The Raiders have the salary-cap flexibility and draft picks required to significantly upgrade a talent-deficient defense. That unit was 30th in rushing, 19th against the pass and dead freaking last in points allowed.
Coordinator Paul Guenther needs more frontline talent and depth on his side of the ball, though there are a few members of the 2018 defense that will be counted on again next season.
Let’s take a look at the defensive starting lineup up as it stands heading into the offseason, and whether the Raiders can write those players in pencil, ink or a series of question marks where a name should be:
NT: Justin Ellis (ink)
DT: Maurice Hurst (ink)
DE: Arden Key (pencil)
Sub-package help: DT P.J. Hall (pencil)
The Raiders will be looking for upgrades across the defensive line, making it hard to put many names down with certainty. Both edge-rushing spots are up for grabs, with one vacant and likely filled by a veteran or high draft pick.
Key’s at the other end spot right now, but another import could take that spot as well. The LSU product could be an impactful situational pass rusher while developing skills, but was forced to play beyond that role. Dialing things back might be in his best interest.
The Raiders like Hurst a great deal, and have Ellis ready for the base defense. Another interior lineman could join the rotation, or even compete for serious snaps. The Raiders must get better up front, especially off the edges, and should spend significant capital to do so.
SLB: Marquel Lee (pencil)
WLB: Tahir Whitehead (ink)
Jason Cabinda and Nick Morrow are available – Cabinda’s an exclusive rights free agent but should be back -- to assume the middle linebacker spot they manned last season. Both guys had solid moments working in a platoon, but an upgrade seems to be the right call here.
The Raiders could use a higher draft pick to get a middle linebacker, or bring in a veteran in free agency. Competition seems a necessary addition at the very least, though outright presumptive starter is the way to go. Lee performed well after moving to the strong side from the middle, but that position doesn’t play a ton with defenses in sub packages so often. His name’s still in pencil in case the Raiders snag an athletic edge rushing type who would play strongside linebacker and move to the line in sub packages.

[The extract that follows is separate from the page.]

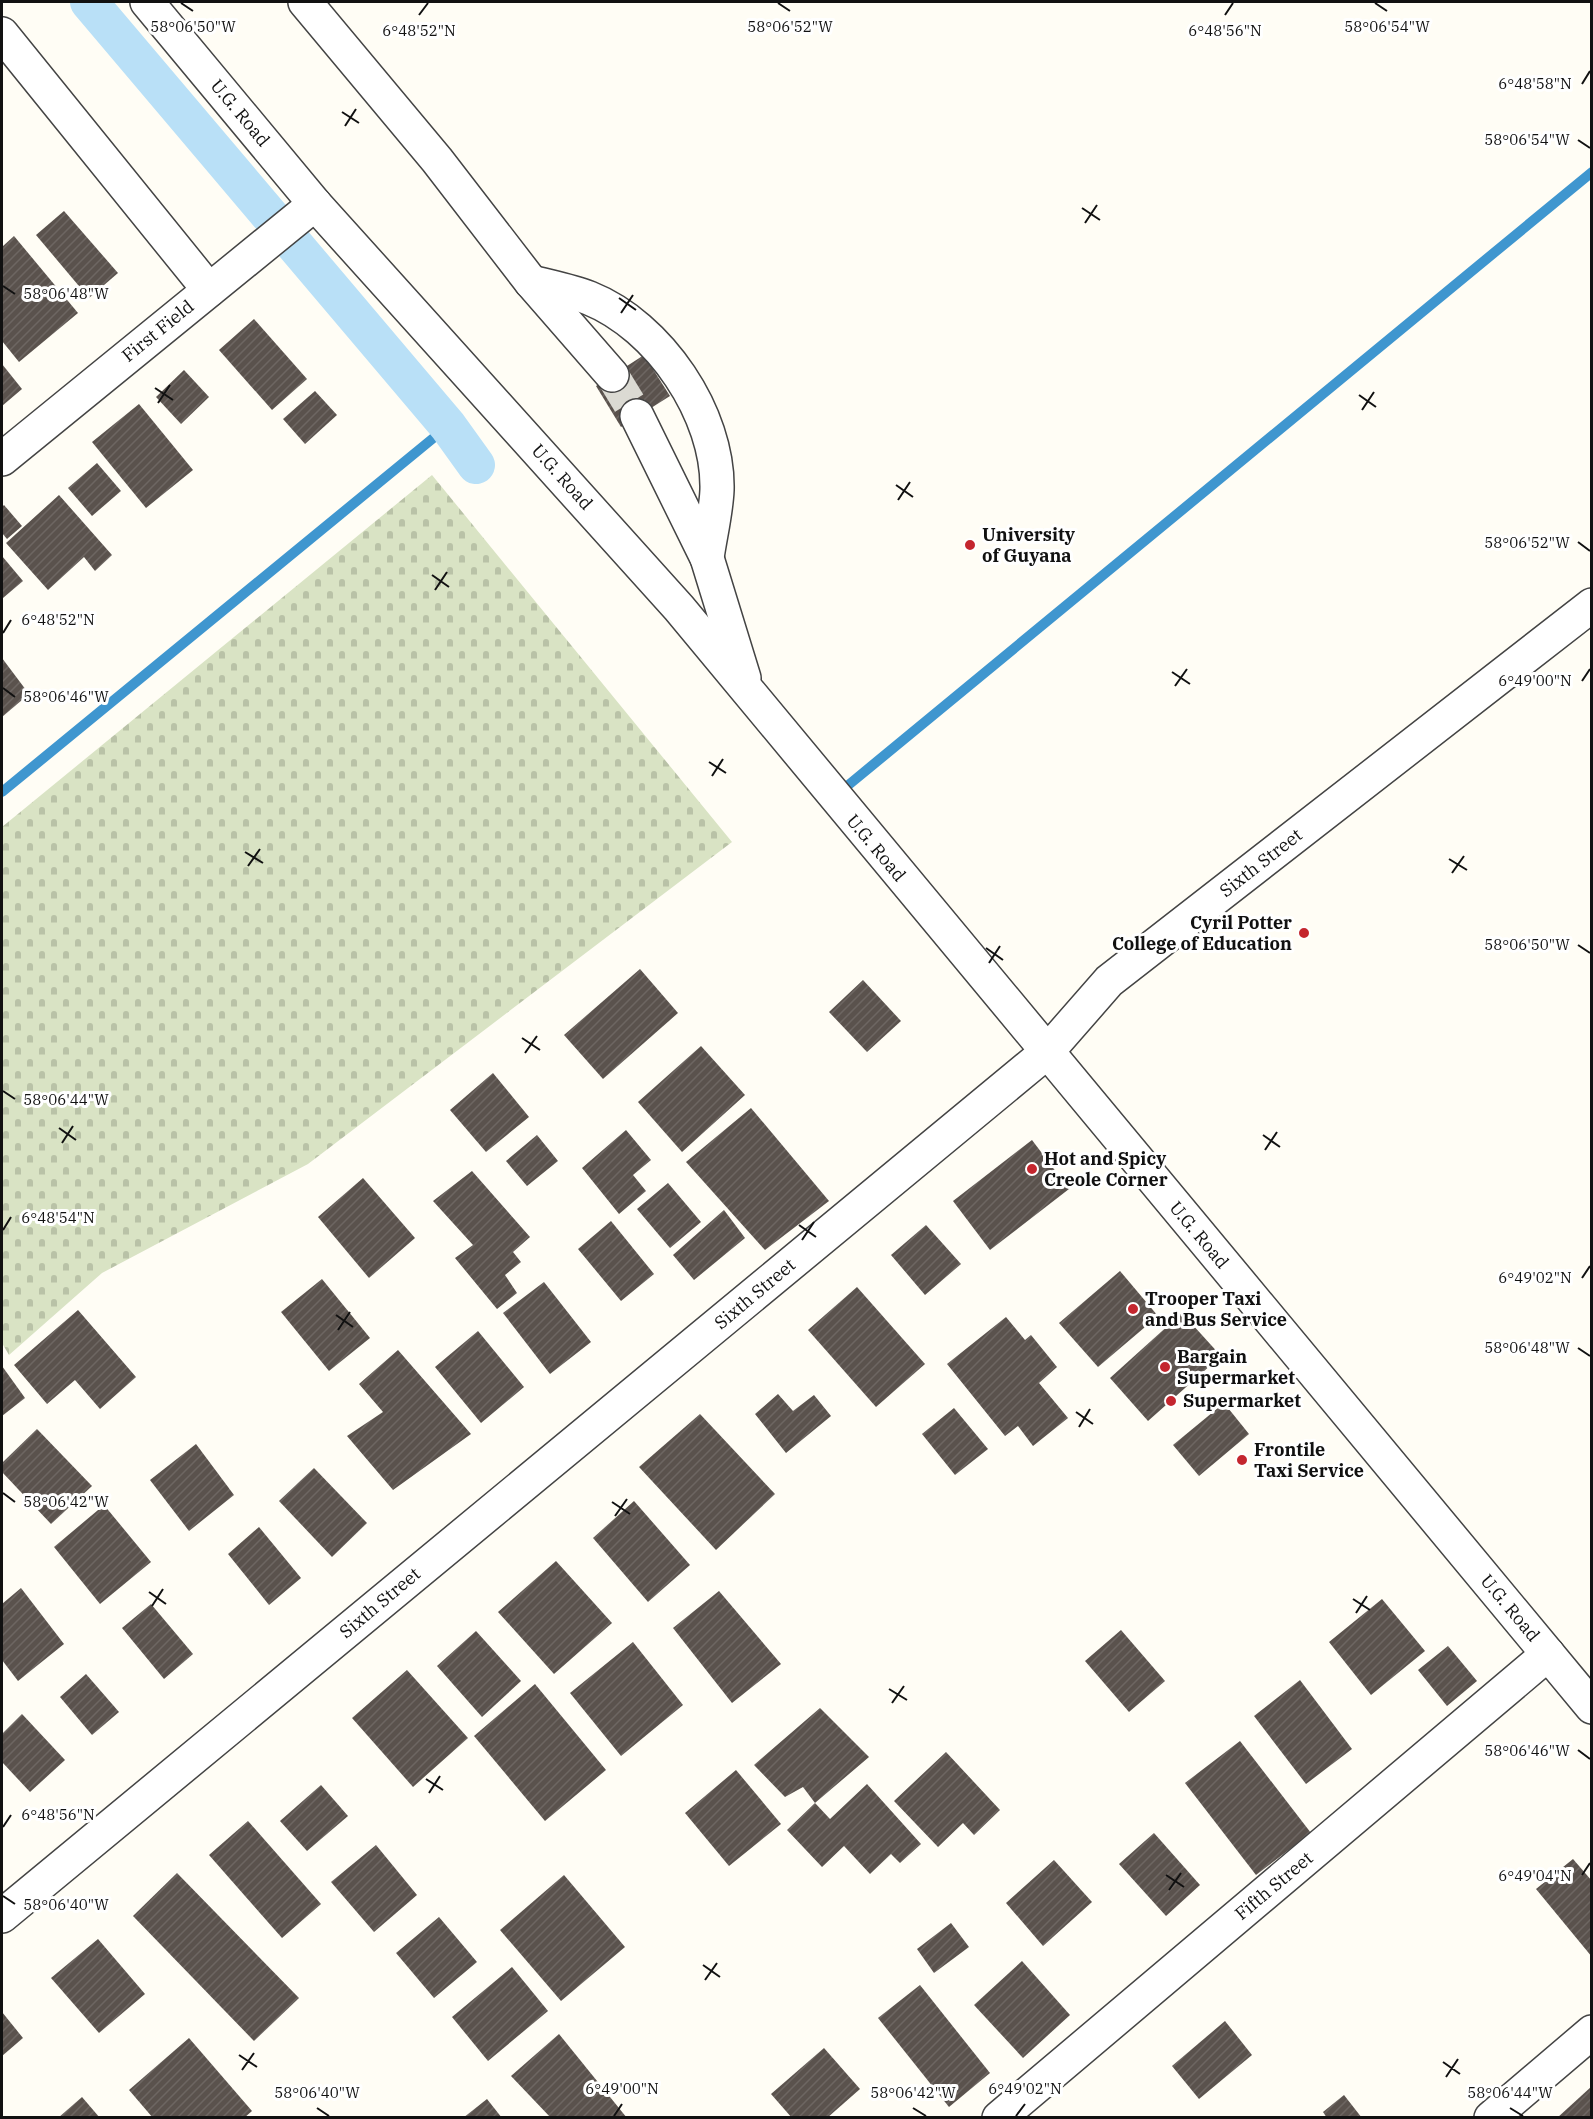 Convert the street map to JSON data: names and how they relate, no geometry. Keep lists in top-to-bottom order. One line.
{"streets":{"street":["U.G. Road","First Field","Sixth Street","Fifth Street"]},"crossings":[["U.G. Road","First Field"],["U.G. Road","Sixth Street"],["U.G. Road","Fifth Street"]],"places":["University of Guyana","Cyril Potter College of Education","Hot and Spicy Creole Corner","Trooper Taxi and Bus Service","Bargain Supermarket","Supermarket","Frontile Taxi Service"],"coordinates":["58°06'52\"W","58°06'50\"W","58°06'54\"W","6°48'52\"N","6°48'56\"N","6°48'58\"N","58°06'48\"W","6°49'00\"N","58°06'46\"W","58°06'44\"W","6°48'54\"N","6°49'02\"N","58°06'42\"W","6°49'04\"N","58°06'40\"W"]}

The Raiders defense has lots of issues, and Whitehead isn’t anywhere near the top of the list. The veteran should return to the three-down role he held in 2018.
CB: Gareon Conley (ink)
SS: Karl Joseph (ink)
Slot: Nick Nelson (pencil)
Conley will own one cornerback spot. Daryl Worley is expected to man the other, but we can't put him down yet. He’s a restricted free agent this offseason, and while the Raiders want to bring him back, there’s no telling what the open market will bear and whether the Raiders will match any offer or offer a high-round contract tender. There is a strong, belief, however, that Worley will be back.
Joseph showed great improvement down the stretch, and should be given an opportunity to develop further and bring physicality to the defense while attempting to be more of a big-play maker.

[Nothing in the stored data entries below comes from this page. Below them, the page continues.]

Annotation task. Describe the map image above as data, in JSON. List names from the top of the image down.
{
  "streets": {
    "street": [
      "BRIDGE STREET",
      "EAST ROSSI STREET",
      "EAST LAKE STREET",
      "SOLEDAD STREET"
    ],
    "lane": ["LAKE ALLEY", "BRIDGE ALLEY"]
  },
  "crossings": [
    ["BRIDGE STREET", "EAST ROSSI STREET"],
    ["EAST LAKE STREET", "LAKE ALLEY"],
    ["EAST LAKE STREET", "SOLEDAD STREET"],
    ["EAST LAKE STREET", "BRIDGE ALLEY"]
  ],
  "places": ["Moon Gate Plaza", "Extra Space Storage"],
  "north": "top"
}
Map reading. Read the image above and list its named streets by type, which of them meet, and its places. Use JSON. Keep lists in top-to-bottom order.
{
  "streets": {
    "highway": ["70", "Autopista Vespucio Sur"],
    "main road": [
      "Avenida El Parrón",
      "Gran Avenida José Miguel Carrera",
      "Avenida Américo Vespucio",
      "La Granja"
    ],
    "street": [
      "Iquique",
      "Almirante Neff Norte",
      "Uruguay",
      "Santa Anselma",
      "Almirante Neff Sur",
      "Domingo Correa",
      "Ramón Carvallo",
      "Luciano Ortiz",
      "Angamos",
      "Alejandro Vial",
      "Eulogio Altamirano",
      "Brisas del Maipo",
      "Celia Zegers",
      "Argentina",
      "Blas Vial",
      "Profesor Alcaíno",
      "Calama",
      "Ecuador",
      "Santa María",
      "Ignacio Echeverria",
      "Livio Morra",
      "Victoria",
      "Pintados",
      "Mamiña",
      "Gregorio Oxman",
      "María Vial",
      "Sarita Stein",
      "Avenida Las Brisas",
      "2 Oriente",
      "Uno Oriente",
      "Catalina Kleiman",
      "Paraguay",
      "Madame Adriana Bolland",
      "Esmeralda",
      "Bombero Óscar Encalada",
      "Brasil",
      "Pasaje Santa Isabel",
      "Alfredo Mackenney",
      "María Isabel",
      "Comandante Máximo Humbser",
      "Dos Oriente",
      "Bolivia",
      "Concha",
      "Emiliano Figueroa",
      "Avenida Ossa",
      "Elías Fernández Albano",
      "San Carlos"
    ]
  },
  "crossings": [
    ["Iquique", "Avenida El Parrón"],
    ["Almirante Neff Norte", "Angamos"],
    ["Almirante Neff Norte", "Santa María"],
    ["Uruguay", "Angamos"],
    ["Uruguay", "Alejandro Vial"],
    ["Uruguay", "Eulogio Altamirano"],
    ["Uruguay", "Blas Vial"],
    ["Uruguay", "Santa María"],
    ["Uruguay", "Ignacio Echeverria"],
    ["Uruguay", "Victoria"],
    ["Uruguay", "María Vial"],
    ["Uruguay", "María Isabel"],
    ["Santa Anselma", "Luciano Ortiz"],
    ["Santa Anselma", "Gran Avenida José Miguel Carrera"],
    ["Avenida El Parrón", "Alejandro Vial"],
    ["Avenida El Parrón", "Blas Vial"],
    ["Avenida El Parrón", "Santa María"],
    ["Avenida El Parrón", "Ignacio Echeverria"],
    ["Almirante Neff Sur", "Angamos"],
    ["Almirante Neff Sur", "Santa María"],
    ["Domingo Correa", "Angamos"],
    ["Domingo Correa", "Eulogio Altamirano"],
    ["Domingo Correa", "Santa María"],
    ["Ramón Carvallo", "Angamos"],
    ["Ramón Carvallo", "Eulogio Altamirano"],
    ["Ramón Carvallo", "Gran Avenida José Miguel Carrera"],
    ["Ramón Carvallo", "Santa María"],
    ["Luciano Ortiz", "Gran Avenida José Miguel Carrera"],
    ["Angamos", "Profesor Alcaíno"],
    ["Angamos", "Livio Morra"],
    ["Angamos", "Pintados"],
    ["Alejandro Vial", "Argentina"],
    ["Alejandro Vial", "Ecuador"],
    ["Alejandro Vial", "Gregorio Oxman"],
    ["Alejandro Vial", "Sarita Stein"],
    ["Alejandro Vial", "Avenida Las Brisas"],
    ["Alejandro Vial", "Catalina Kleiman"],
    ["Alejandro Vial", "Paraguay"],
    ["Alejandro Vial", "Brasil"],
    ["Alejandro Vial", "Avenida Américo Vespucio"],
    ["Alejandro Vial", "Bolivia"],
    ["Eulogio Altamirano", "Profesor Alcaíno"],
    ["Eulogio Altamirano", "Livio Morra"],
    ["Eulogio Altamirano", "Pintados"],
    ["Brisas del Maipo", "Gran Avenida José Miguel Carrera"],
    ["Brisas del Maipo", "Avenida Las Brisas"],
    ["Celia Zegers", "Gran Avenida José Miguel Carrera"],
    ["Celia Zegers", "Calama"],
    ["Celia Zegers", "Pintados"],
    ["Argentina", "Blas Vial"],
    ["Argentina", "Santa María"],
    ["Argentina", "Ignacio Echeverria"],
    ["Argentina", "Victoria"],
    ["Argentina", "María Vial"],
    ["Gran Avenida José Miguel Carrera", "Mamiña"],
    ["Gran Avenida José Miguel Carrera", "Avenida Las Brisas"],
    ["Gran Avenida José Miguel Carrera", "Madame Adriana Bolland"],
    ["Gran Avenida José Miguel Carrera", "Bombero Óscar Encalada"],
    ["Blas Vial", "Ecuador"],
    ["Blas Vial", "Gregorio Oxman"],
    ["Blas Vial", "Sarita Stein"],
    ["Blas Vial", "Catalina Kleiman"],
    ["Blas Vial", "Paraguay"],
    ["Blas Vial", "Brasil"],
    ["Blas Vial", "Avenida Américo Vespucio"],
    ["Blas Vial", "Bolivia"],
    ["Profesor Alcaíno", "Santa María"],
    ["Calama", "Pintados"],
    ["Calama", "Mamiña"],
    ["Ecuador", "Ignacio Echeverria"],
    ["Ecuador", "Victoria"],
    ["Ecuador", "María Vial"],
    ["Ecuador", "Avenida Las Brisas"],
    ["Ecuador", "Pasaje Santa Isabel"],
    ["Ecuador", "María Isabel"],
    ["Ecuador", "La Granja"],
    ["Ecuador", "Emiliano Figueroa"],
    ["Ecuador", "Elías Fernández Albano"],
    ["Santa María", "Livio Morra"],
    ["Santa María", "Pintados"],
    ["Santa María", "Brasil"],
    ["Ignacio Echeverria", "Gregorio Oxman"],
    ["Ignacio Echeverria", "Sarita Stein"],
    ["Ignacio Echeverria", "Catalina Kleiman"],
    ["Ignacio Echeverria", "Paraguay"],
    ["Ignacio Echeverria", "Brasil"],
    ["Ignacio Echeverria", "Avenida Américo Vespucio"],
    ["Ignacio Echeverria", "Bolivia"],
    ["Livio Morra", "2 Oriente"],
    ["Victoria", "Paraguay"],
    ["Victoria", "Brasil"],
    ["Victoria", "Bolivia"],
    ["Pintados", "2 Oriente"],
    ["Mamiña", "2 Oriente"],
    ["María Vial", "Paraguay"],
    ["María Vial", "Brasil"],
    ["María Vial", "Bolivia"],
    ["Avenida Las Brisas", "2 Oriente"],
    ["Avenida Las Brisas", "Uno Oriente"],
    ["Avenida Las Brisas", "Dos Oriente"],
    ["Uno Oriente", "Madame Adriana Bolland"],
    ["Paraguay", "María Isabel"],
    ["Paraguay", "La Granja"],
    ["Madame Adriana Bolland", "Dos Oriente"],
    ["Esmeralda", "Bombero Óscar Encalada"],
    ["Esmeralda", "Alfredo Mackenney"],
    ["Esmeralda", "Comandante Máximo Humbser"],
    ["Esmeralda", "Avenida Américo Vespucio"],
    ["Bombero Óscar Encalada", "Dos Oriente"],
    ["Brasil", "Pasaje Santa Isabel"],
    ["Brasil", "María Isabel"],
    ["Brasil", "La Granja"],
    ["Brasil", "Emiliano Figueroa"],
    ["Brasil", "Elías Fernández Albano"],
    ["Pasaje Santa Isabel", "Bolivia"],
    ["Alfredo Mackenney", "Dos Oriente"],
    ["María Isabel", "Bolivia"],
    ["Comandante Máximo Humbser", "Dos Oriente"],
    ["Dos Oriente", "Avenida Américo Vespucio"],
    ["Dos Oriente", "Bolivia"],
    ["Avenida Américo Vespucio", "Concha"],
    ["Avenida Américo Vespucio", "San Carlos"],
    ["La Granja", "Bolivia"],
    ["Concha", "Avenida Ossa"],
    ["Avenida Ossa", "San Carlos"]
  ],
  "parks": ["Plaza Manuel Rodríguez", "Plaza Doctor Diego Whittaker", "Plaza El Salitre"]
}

Marcus Gilchrist and Reggie Nelson are unrestricted free agentd and Erik Harris is restricted. Harris will likely return, but the Raiders should still look for an upgrade here in the starting lineup, either through free agency or the draft. ... Coaches like Nelson, who struggled some after losing valuable development time recovering from an offseason knee injury.
The Raiders could bring in some competition there, even as cornerback depth with Rashaan Melvin not expected back. A versatile corner could challenge and/or push Nelson over the spring and summer.